When picking a piece of work:
1. Look at **Important** first. Pick by roadmap position.
2. Don't pick from **Nice-to-have** while **Important** items remain unstarted in the current release.
3. **Abandoned** is for stating "we considered this and chose not to" — use to push back on requests to revisit.
4. **Resolved** is the audit trail. Keep it for one release cycle so the change is traceable.

When closing an issue:
1. Move the row to **Resolved** with the resolving release.
2. Update the relevant doc (per `INDEX.md` rule 1, including its "Last verified" date).
3. Add a verify-suite check if the issue could regress.

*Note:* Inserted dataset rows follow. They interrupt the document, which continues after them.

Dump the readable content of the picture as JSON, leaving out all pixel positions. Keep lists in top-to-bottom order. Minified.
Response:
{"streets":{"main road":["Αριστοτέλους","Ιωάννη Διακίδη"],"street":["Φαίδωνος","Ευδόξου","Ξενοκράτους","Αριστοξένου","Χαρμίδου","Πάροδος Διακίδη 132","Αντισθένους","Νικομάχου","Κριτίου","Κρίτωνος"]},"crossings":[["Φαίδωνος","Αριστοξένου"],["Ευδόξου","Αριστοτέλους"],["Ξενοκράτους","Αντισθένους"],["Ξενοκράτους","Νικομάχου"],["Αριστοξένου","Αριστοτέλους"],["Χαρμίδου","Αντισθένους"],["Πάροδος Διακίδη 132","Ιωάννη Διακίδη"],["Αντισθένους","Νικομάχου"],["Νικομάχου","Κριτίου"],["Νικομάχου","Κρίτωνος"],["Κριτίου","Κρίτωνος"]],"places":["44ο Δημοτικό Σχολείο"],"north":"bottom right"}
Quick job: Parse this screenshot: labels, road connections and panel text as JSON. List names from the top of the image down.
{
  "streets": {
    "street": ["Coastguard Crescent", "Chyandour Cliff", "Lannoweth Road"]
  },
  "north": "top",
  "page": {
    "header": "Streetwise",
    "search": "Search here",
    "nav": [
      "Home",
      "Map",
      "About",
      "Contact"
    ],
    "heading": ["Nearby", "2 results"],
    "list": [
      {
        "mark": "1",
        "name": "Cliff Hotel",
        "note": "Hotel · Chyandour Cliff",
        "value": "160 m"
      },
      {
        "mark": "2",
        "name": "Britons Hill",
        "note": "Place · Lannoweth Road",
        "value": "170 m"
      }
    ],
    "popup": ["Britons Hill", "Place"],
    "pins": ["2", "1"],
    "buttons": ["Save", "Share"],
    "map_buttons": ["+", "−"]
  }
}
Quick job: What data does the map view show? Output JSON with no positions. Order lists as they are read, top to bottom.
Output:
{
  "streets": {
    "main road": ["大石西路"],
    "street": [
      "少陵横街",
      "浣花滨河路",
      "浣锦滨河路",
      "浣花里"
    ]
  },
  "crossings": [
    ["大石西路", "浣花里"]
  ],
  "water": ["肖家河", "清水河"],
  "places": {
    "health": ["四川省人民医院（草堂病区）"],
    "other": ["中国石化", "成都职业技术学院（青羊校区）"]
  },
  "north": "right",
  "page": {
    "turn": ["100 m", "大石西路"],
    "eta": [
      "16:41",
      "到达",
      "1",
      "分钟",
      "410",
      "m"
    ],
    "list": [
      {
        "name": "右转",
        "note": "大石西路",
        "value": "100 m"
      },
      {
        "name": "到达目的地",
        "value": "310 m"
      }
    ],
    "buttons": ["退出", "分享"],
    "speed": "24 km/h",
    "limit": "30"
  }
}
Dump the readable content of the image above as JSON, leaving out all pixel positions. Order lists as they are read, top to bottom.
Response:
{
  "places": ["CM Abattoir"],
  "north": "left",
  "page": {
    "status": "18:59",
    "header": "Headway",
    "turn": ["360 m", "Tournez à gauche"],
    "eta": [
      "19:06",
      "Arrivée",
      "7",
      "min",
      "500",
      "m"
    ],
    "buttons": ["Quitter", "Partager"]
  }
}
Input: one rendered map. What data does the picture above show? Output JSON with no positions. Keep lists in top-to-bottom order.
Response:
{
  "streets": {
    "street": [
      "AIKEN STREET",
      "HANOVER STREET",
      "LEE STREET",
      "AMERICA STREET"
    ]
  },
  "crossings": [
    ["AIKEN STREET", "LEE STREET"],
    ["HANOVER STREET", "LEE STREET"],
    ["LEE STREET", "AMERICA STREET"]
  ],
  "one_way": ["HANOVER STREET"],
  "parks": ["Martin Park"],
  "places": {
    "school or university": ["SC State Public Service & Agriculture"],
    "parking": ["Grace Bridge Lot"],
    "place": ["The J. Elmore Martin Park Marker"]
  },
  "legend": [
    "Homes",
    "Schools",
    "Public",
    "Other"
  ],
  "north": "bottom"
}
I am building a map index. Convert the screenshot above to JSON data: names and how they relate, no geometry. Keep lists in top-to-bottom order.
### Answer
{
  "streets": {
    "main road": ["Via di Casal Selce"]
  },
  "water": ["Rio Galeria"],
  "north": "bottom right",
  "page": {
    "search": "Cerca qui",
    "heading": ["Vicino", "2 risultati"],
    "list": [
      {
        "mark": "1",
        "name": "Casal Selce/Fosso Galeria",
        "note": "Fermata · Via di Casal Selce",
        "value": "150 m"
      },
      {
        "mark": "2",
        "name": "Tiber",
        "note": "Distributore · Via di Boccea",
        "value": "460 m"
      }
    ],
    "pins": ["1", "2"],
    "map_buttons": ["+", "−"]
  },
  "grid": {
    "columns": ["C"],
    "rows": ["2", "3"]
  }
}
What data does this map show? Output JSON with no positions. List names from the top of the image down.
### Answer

When discovering a new issue:
1. Tag it (lowercase, hyphenated, one-token-ish).
2. Place in the right category. **🔥 Blocking** is reserved for real production-breaking issues.
3. Cross-reference the doc that owns the concern.
4. Update `INDEX.md` if a new canonical doc was created to address it.

## The grounding rule

This file does not duplicate the field manual or sanity check. It **routes** to them. If you find yourself describing an issue at length here, that description belongs in the canonical doc; this file should be a one-line pointer.

When this triage doc grows past ~200 rows, that's a signal we're doing too much in flight; ship and close before adding more.